__What you have to do__: The records below are to be set down word for word, with every picture left out.

=== Begin Enclosure ===

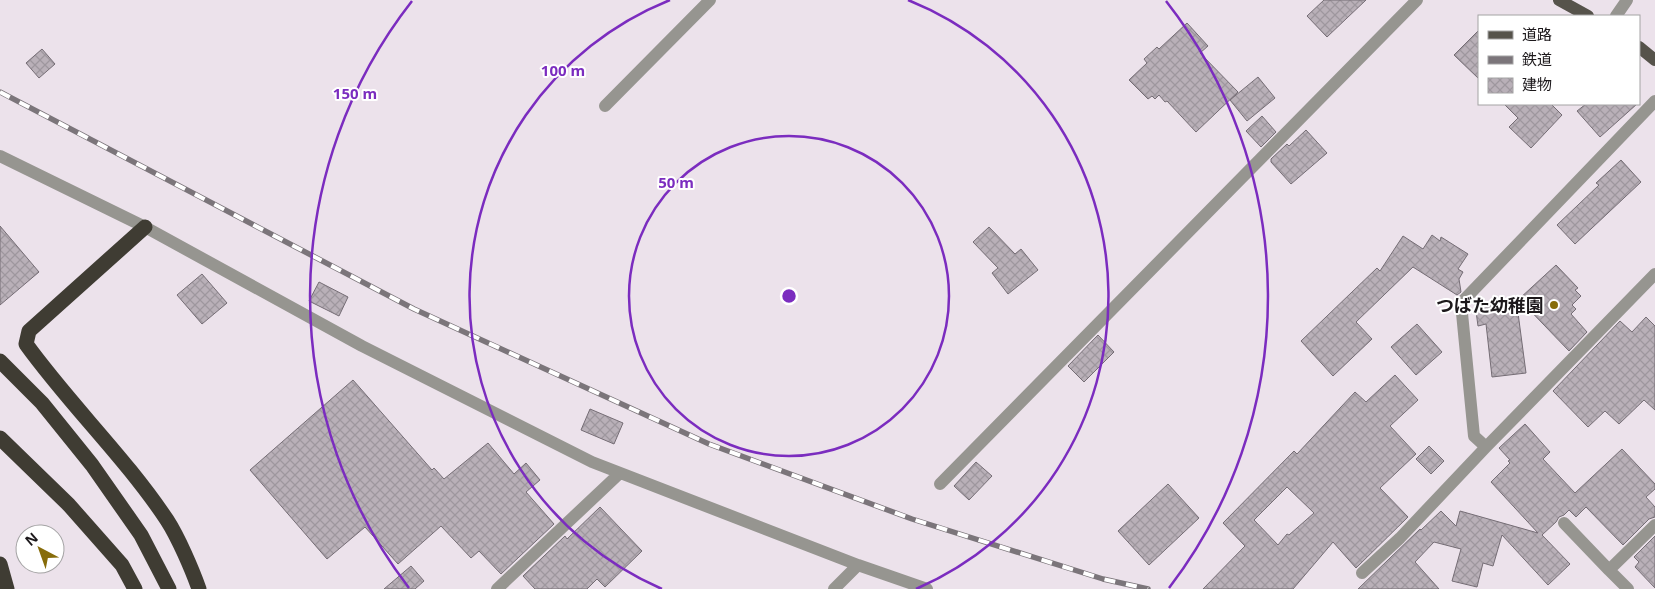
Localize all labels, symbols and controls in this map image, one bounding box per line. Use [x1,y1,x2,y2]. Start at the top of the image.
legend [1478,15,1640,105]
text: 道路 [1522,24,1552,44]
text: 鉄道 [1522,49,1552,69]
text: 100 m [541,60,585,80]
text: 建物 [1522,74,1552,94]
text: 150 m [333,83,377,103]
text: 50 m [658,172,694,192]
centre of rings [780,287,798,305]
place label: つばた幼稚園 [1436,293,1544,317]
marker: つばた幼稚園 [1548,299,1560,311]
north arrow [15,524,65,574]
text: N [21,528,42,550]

=== End Enclosure ===

__Task output__:
Localize all labels, symbols and controls in this map image, one bounding box per line. Use [x1,y1,x2,y2]. Start at the top of the image.
legend [1478,15,1640,105]
text: 道路 [1522,24,1552,44]
text: 鉄道 [1522,49,1552,69]
text: 100 m [541,60,585,80]
text: 建物 [1522,74,1552,94]
text: 150 m [333,83,377,103]
text: 50 m [658,172,694,192]
centre of rings [780,287,798,305]
place label: つばた幼稚園 [1436,293,1544,317]
marker: つばた幼稚園 [1548,299,1560,311]
north arrow [15,524,65,574]
text: N [21,528,42,550]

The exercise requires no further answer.